Foods · Expert Consensus (2026)

Best Foods for Sleep

Sleep is the experts' highest-consensus health lever, but the food evidence splits into two tiers — nutrients that map to proven consensus (magnesium, glycine) and foods that are promising but unproven (kiwi, tart cherry). We label both honestly.

The short answer

The best-grounded sleep foods are magnesium-rich foods (leafy greens, pumpkin seeds, almonds) and glycine-rich foods (bone broth, collagen) — both map to high-consensus expert reports. Fatty fish has real but thinner sleep grounding. Tart cherry and kiwi appear only as promising, test-it-yourself mentions, not consensus.

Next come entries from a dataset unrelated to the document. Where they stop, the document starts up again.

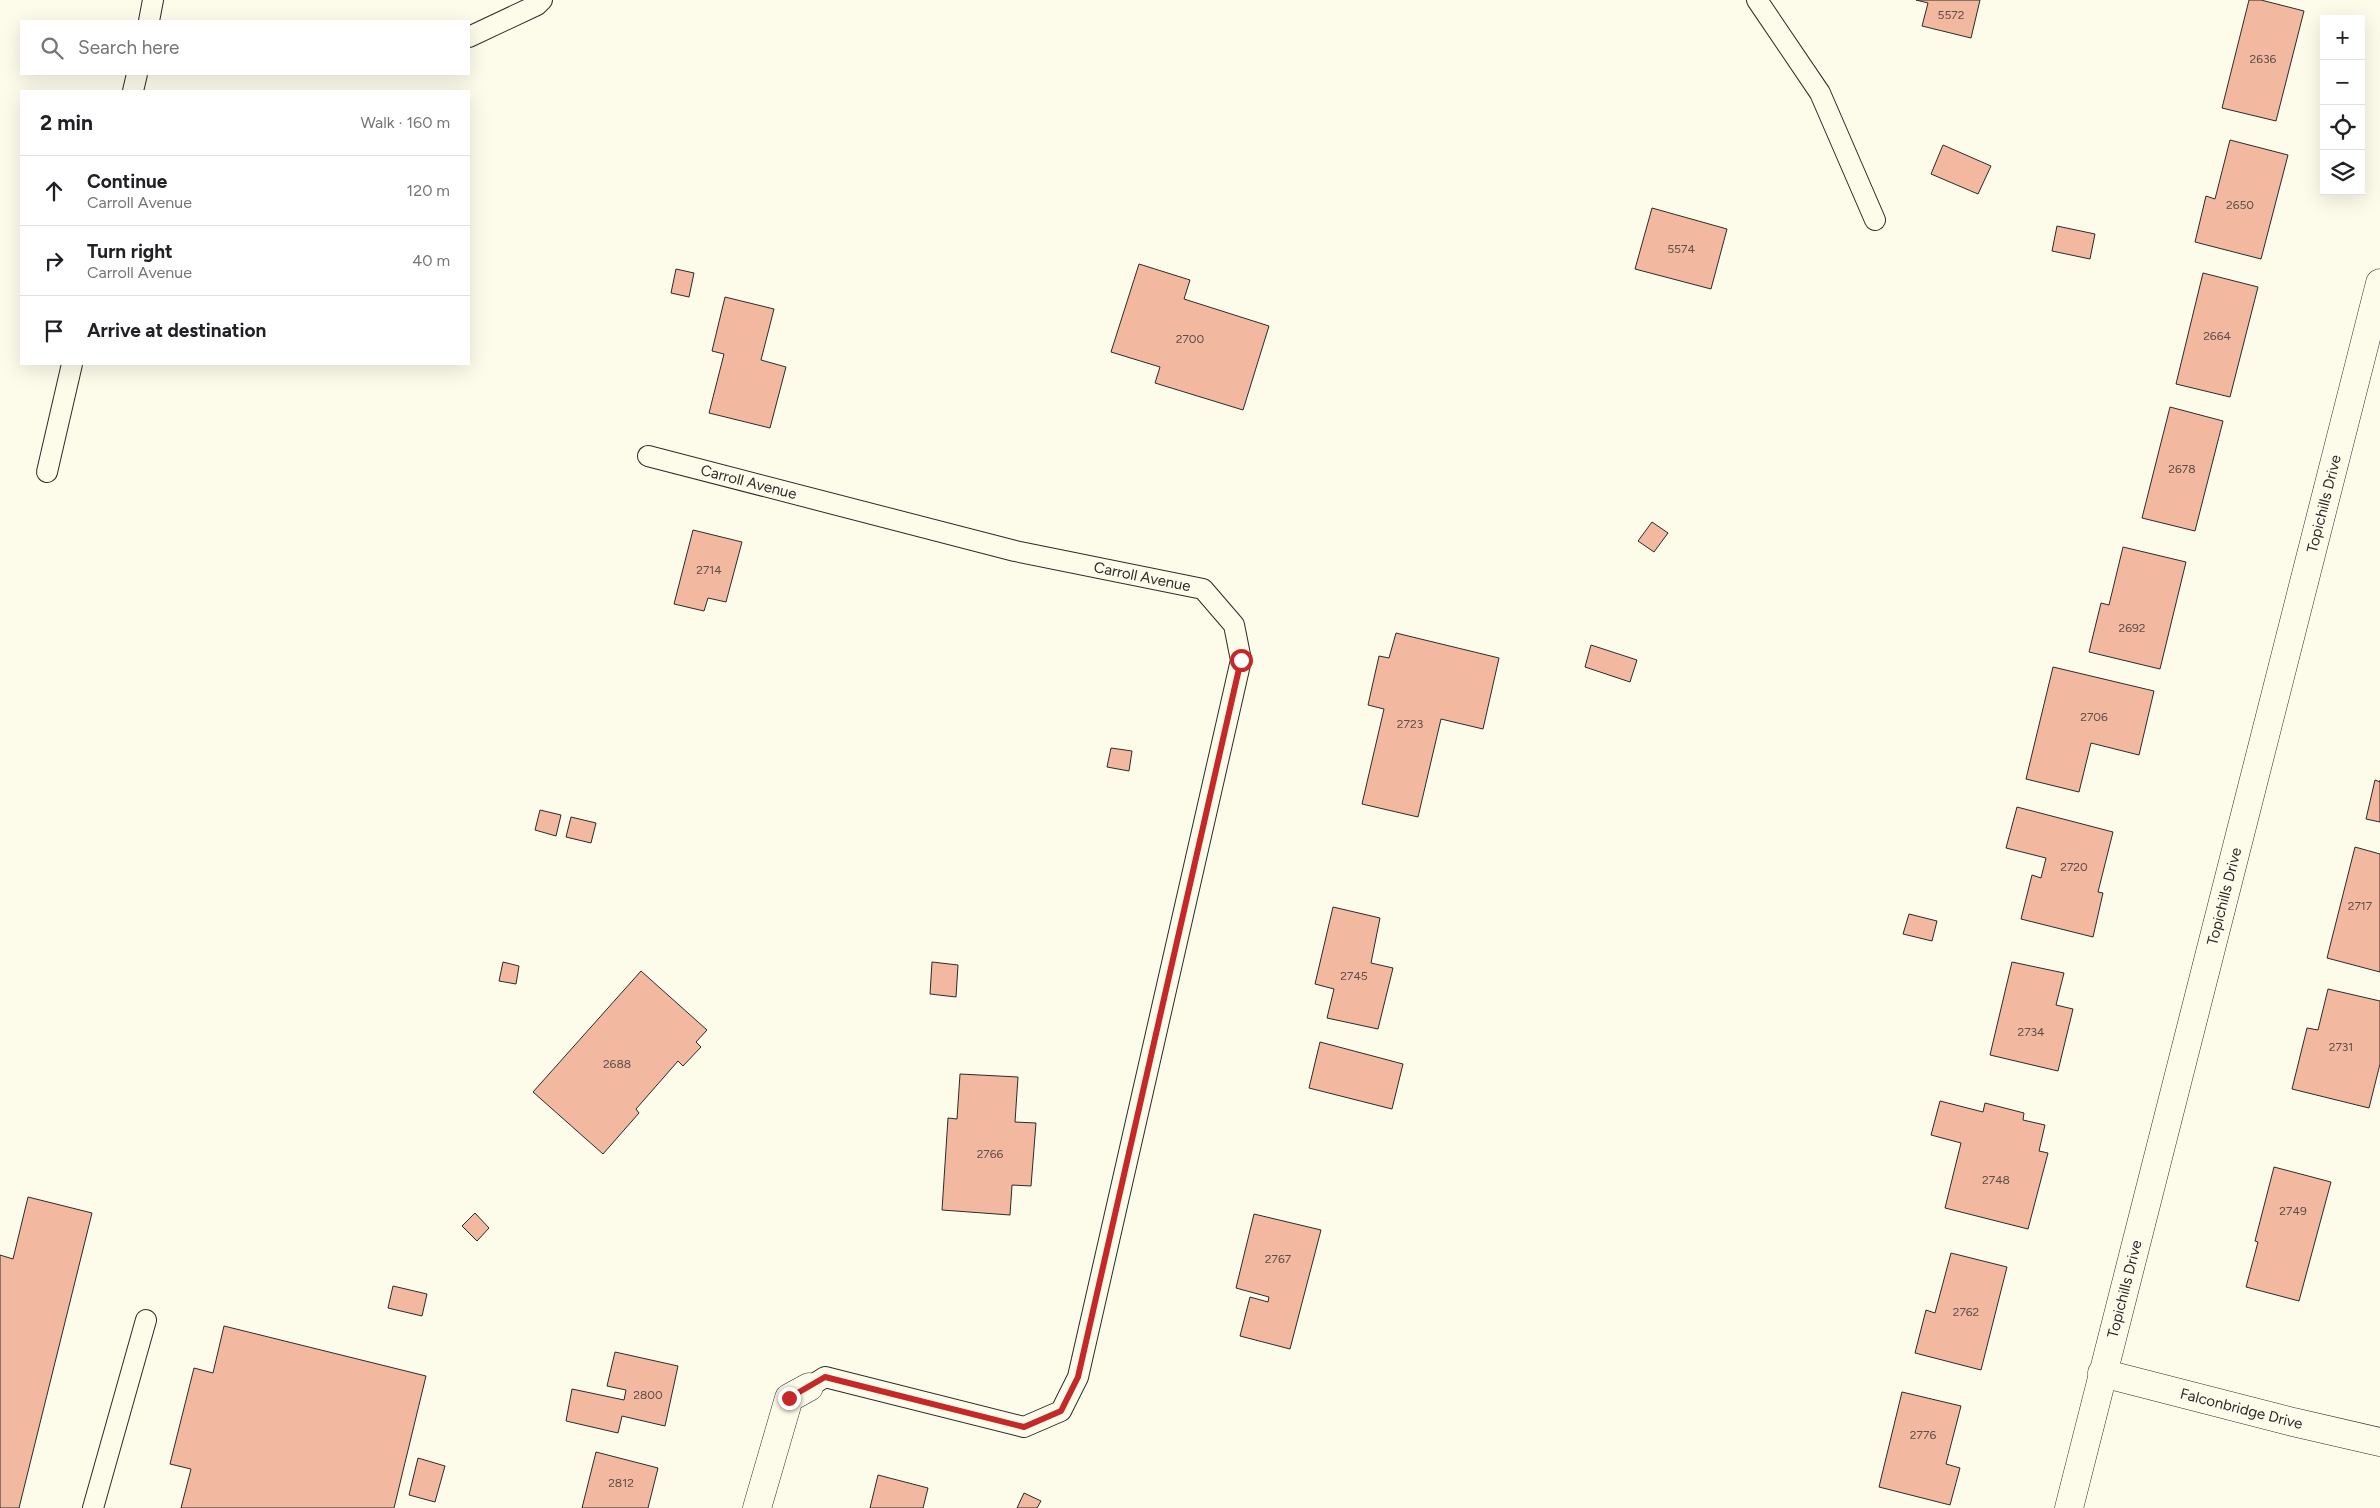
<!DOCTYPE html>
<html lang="en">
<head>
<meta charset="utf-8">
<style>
	:root { --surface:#fff; --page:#f2f2f2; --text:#202124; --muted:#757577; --line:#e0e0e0 }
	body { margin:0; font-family:Figtree,sans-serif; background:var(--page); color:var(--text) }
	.controls { position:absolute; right:15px; top:15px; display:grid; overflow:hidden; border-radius:0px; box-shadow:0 5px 20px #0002 }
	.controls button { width:45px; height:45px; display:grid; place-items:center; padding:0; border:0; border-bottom:1px solid var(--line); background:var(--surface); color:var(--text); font:25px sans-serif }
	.stop { position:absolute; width:15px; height:15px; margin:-11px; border:4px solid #c62828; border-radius:50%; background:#fff }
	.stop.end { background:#c62828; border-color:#fff; box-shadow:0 1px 5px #0008 }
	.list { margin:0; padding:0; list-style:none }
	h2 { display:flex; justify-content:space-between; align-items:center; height:65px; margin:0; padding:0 20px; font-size:21px }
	h2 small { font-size:16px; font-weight:400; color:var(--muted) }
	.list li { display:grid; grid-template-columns:32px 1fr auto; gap:15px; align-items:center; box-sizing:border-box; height:70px; padding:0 20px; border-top:1px solid var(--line) }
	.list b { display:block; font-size:19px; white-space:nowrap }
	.list p { margin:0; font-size:16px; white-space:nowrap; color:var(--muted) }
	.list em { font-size:16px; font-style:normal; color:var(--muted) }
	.icon { flex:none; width:28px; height:28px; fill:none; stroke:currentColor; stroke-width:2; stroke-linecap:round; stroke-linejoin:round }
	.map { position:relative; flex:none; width:2380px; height:1508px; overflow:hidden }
	.search { position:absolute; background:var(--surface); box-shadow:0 5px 20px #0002; left:20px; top:20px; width:450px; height:55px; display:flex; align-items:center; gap:12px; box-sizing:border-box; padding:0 18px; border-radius:0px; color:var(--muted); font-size:19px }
	.panel { position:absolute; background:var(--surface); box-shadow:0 5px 20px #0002; left:20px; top:90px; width:450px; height:275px; border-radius:0px }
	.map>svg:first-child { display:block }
</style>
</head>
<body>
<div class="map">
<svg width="2380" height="1508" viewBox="0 0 2380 1508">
	<rect width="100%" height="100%" fill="#fdfbea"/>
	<g fill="#f2b8a0" stroke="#2b2b2b">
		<path d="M 1916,0 L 1980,0 L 1971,38 L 1922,26 L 1928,3 Z"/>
		<path d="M 2249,0 L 2261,0 L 2304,11 L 2276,121 L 2222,108 Z"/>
		<path d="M 2230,140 L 2288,155 L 2261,259 L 2195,242 L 2206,196 L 2215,199 Z"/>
		<path d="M 1943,145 L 1991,166 L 1978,194 L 1931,174 Z"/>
		<path d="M 1652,208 L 1727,229 L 1711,289 L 1635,269 Z"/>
		<path d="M 2057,226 L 2095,234 L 2090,259 L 2052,251 Z"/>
		<path d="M 1139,264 L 1190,280 L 1184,299 L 1269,326 L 1243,410 L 1155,383 L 1160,367 L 1111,352 Z"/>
		<path d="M 676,269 L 694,273 L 689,297 L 671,293 Z"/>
		<path d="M 2203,273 L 2258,287 L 2230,397 L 2176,384 Z"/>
		<path d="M 725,297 L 774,309 L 761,360 L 786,367 L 770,428 L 709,413 L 724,354 L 712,351 Z"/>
		<path d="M 2170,407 L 2223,421 L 2195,531 L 2142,518 Z"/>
		<path d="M 1652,522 L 1668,533 L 1654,552 L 1638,541 Z"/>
		<path d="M 693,530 L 742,542 L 726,602 L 708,598 L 704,611 L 674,604 Z"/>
		<path d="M 2123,547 L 2186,562 L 2160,669 L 2089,652 L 2101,603 L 2109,605 Z"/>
		<path d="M 1396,633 L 1499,658 L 1483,729 L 1441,719 L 1418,817 L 1362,804 L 1384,709 L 1368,705 L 1379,656 L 1389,658 Z"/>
		<path d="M 1591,645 L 1637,660 L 1630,682 L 1585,667 Z"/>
		<path d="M 2053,667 L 2154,691 L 2139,755 L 2091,743 L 2079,792 L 2026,779 Z"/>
		<path d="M 1111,748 L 1132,751 L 1129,771 L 1107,767 Z"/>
		<path d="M 2375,780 L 2380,782 L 2380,780 L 2380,822 L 2366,819 Z"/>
		<path d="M 2017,807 L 2113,832 L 2098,892 L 2103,893 L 2093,937 L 2021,919 L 2032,875 L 2041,878 L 2046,858 L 2006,848 Z"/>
		<path d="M 540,810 L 561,815 L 556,836 L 535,830 Z"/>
		<path d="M 571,817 L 596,823 L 591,843 L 566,837 Z"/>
		<path d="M 2355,847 L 2380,854 L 2380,972 L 2327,958 Z"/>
		<path d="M 1333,907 L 1380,918 L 1371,963 L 1393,968 L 1378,1029 L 1327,1018 L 1334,989 L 1315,984 Z"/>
		<path d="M 1909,914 L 1937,921 L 1932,941 L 1903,934 Z"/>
		<path d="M 503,962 L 519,966 L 516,984 L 499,981 Z"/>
		<path d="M 932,962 L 958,965 L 956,997 L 930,994 Z"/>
		<path d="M 2012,962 L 2064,973 L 2056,1005 L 2073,1009 L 2058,1071 L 1990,1055 Z"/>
		<path d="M 641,971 L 707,1030 L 696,1042 L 701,1047 L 683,1066 L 678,1061 L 636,1109 L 639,1113 L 603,1154 L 533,1092 Z"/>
		<path d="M 2328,989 L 2380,1001 L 2380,1064 L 2369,1108 L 2292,1089 L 2307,1028 L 2318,1030 Z"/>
		<path d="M 1320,1042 L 1403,1064 L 1392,1109 L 1309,1088 Z"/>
		<path d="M 960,1074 L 1018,1077 L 1015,1122 L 1036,1123 L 1031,1186 L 1012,1185 L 1010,1215 L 942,1210 L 948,1118 L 957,1119 Z"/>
		<path d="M 1940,1101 L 1983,1112 L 1985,1103 L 2024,1113 L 2023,1120 L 2045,1125 L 2039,1151 L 2048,1153 L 2028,1229 L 1945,1208 L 1961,1143 L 1931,1135 Z"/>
		<path d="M 2274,1167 L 2331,1182 L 2299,1301 L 2246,1287 L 2258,1242 L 2255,1241 Z"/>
		<path d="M 28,1197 L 92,1213 L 19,1508 L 0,1508 L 0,1255 L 13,1259 Z"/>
		<path d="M 475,1213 L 489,1228 L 477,1241 L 462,1226 Z"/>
		<path d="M 1254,1214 L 1321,1230 L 1290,1349 L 1240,1336 L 1250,1297 L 1268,1302 L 1269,1297 L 1236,1288 Z"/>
		<path d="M 1951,1253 L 2007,1267 L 1981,1370 L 1915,1353 L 1926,1310 L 1935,1313 Z"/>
		<path d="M 393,1286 L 427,1294 L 422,1316 L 388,1308 Z"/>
		<path d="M 224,1326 L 426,1376 L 394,1508 L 181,1508 L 191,1469 L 170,1464 L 194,1368 L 213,1373 Z"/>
		<path d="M 615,1352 L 678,1366 L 665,1426 L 622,1416 L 618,1433 L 566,1421 L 572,1389 L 624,1400 L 626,1390 L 607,1386 Z"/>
		<path d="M 1902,1392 L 1961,1406 L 1946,1464 L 1960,1468 L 1950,1505 L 1879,1487 Z"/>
		<path d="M 596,1452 L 658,1468 L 648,1508 L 582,1508 Z"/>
		<path d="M 418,1458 L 445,1466 L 435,1502 L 409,1495 Z"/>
		<path d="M 878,1475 L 928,1488 L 923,1508 L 870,1508 Z"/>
		<path d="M 1024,1493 L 1041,1501 L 1037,1508 L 1017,1508 Z"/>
	</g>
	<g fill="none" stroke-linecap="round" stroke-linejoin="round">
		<g stroke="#2b2b2b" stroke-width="22">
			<g id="lane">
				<path d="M 1757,0 L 1820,93 L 1875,220"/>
				<path d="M 149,21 L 153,0"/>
				<path d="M 469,37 L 537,5 L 542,0"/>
				<path d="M 133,91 L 137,74"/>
				<path id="s1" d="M 648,456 L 1015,551 L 1203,589 L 1234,625 L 1241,660 L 1078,1377 L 1061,1411 L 1024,1427 L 825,1377 L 809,1387"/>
				<path d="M 47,472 L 72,364"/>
				<path d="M 93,1508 L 146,1320"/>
			</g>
		</g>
		<g stroke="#2b2b2b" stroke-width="29">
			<g id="street">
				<path id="s2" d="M 2102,1373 L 2293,1422 L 2380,1442"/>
				<path d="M 757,1508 L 789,1398 L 809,1387"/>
				<path id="s3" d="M 2069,1508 L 2380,283"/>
			</g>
		</g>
		<use href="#lane" stroke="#fdfbea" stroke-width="20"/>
		<use href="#street" stroke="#fdfbea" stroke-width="28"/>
	</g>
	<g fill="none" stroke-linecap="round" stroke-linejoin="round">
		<path stroke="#c62828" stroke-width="6" d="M 789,1398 L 825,1377 L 1024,1427 L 1061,1411 L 1078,1377 L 1241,660"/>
	</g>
	<g text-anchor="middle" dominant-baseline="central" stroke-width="4" stroke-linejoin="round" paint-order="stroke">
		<g font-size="12" fill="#5d4e48">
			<text x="1951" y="15">5572</text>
			<text x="2263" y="59">2636</text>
			<text x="2240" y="205">2650</text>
			<text x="1681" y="249">5574</text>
			<text x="2217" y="336">2664</text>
			<text x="1190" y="339">2700</text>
			<text x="2182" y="469">2678</text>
			<text x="709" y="570">2714</text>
			<text x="2132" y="628">2692</text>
			<text x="2094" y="717">2706</text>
			<text x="1410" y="724">2723</text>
			<text x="2074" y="867">2720</text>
			<text x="2360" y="906">2717</text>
			<text x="1354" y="976">2745</text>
			<text x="2031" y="1032">2734</text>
			<text x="2341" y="1047">2731</text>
			<text x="617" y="1064">2688</text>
			<text x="990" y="1154">2766</text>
			<text x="1996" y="1180">2748</text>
			<text x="2293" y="1211">2749</text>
			<text x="1278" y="1259">2767</text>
			<text x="1966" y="1312">2762</text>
			<text x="648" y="1395">2800</text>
			<text x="1923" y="1435">2776</text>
			<text x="621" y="1483">2812</text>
		</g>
		<g font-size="15" fill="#2b2b2b" stroke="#fdfbea">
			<text stroke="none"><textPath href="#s1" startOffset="104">Carroll Avenue</textPath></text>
			<text stroke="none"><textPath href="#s3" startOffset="1036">Topichills Drive</textPath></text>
			<text stroke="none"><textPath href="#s1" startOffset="509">Carroll Avenue</textPath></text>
			<text stroke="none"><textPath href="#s3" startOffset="631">Topichills Drive</textPath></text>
			<text stroke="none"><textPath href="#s3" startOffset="226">Topichills Drive</textPath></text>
			<text stroke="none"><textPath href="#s2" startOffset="144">Falconbridge Drive</textPath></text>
		</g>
	</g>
</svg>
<div class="controls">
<button>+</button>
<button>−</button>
<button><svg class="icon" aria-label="locate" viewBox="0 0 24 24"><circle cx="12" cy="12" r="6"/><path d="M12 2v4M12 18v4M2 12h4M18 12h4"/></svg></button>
<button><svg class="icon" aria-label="layers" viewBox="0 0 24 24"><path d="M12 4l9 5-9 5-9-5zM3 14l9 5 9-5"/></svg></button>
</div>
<div class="stop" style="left:1241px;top:660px"></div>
<div class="stop end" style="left:789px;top:1398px"></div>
<div class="search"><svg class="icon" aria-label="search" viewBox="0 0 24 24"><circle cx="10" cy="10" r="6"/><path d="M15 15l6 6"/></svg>Search here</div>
<section class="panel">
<h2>2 min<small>Walk · 160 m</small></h2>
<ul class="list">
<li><svg class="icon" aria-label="ahead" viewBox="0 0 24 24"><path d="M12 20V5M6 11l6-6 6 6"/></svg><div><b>Continue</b><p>Carroll Avenue</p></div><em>120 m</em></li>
<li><svg class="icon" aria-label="right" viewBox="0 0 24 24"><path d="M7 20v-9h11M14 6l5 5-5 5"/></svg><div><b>Turn right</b><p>Carroll Avenue</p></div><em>40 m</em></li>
<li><svg class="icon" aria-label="arrive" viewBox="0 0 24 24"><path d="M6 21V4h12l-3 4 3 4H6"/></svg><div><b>Arrive at destination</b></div></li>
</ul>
</section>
</div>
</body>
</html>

Based on expert consensus data from publicly available videos, not medical advice. Every food below cites a named expert and a real source video. Consult your healthcare provider before changing your diet.

Top Foods for Sleep

Each score is the consensus of the nutrient the food delivers — a lower score usually means fewer of the 5 experts have covered it, not that they disagree. Foods without a dedicated report are marked Expert-cited.

1

Magnesium-Rich Foods (leafy greens, pumpkin seeds, almonds)

4.1 /5

Magnesium supports GABA activity and anchors Huberman's sleep cocktail. Roughly half of adults are low; the food sources Patrick, Hyman, and Huberman name are dark leafy greens, pumpkin seeds, almonds, and legumes.

4 of 5 experts
Source: Rhonda Patrick — “The Science of Magnesium and Its Role in Aging and Disease” (05:07)
2

Glycine-Rich Foods (bone broth, collagen)

4.0 /5

Glycine lowers core body temperature to speed sleep onset; Huberman lists it as an optional add to the sleep stack and Attia takes it nightly. Bone broth and collagen are the food delivery vehicle — the proven link runs through glycine, not the broth itself.

5 of 5 experts
Source: Andrew Huberman — “Maximizing Productivity, Physical & Mental Health” (56:30)
3

Fatty Fish (salmon, sardines)

4.8 /5

Hyman repeatedly names omega-3 among the nutrients that support restorative sleep and glymphatic clearance; Patrick's channel cites objective sleep-metric improvements from omega-3. Real but thinner than the magnesium and glycine evidence.

2 of 5 experts
Source: Mark Hyman — “The 7 Key Signs You're Not Healthy” (62:48)
4

Tart Cherry

Expert-cited

On Huberman's podcast, Matt Walker calls tart cherry juice promising but unproven — preliminary studies on sleep duration and daytime alertness that he suggests you test yourself rather than rely on. Honest tier — not a consensus recommendation.

1 of 5 experts
Source: Andrew Huberman — “The Science & Practice of Perfecting Your Sleep (Dr. Matt Walker)” (118:08)
5

Kiwi

Expert-cited

Walker notes kiwifruit may aid sleep onset and duration, possibly via the GABAergic system, and that eating the skin too may help. A single hedged mention — promising, not proven, and not consensus.

1 of 5 experts
Source: Andrew Huberman — “The Science & Practice of Perfecting Your Sleep (Dr. Matt Walker)” (130:58)

Common Mistakes

Treating kiwi or tart cherry as a fix. In the corpus these are explicitly "promising, test-it-yourself" — the experts say prioritize behavior and the magnesium/glycine basics first.

Using magnesium oxide for sleep. The forms tied to sleep are glycinate and threonate; oxide is poorly absorbed. (See "Magnesium glycinate vs threonate for sleep.")

Eating a large, late high-fat meal to "get omega-3." Timing and sleep hygiene outweigh any single food — the food is a supporting input, not a sedative.